Department Chair and Campaign for Excellence Professor
Amol Ajinkya Memorial Fund Lecture
Department of Chemical Engineering
University of South Carolina
Advances in fuel-cell technology and an increasing demand for hydrogen are driving the need for the development of more efficient methods to produce hydrogen. The main methods for hydrogen production include reforming of hydrocarbons such as natural gas, coal gasification, biological processes, water electrolysis, and thermo-chemical cycles. The processes involving hydrocarbons contribute to CO2 emissions, and biological processes may not be cost effective on a large scale. Electrolysis is commercially viable but too inefficient for large-scale applications. Hence the interest in using thermochemical cycles for large-scale hydrogen production. Thermochemical cycles produce hydrogen through a series of chemical reactions that result in the splitting of water at much lower temperatures (~500-1000ºC) than direct thermal dissociation (>2500oC). All other chemical species in these reactions are recycled resulting in the consumption of only heat and water to produce hydrogen and oxygen.
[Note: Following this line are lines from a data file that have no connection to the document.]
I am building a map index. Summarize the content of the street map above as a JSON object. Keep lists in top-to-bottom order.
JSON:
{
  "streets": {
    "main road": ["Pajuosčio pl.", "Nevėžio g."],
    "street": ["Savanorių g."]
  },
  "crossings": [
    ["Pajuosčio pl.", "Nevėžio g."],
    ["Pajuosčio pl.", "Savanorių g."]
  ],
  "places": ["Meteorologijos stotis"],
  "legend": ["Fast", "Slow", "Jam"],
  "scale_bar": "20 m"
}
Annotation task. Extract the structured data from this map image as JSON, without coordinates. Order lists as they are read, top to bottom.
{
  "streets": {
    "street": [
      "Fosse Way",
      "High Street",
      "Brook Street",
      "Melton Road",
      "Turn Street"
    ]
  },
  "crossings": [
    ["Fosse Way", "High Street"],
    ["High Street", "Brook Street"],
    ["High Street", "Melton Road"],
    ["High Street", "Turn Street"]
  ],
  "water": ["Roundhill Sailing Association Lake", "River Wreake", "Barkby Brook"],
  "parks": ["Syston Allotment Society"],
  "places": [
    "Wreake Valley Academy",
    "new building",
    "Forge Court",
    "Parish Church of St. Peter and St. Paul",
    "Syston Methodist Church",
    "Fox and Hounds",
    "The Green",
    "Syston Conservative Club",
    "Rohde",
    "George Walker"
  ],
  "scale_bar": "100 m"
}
Since water rather than hydrocarbons are used as the source of hydrogen in these thermochemical cycles, no carbon dioxide emissions are produced and the hydrogen is highly pure.
Although there are hundreds of possible thermochemical cycles, the hybrid-sulfur (HyS) process is the only practical, all-fluid, two-step thermochemical cycle. More importantly, economic analysis has shown that hydrogen could be produced via the HyS process for approximately $1.50/kg if electrolyzer-performance targets are reached. In a solar-driven process, solar radiation is used in a solar receiver/reactor to provide the energy needed to vaporize and decompose sulfuric acid. The resulting sulfur dioxide (SO2) is used in the second step consisting of an SO2-depolarized electrolyzer (SDE) that electrochemically oxidizes SO2 with water to form sulfuric acid at the anode and hydrogen at the cathode (blue reaction). All sulfur species are recycled and the overall reaction is the splitting of water to form hydrogen and oxygen. Excess SO2 is stored during daylight operation and used at night to permit continuous electrolyzer operation and hydrogen production. Electricity is supplied from a companion solar-electric plant or obtained from the grid. Approximately 80% of the energy input to the process is solar-thermal energy, and 20% is electricity for the electrolyzer and auxiliaries.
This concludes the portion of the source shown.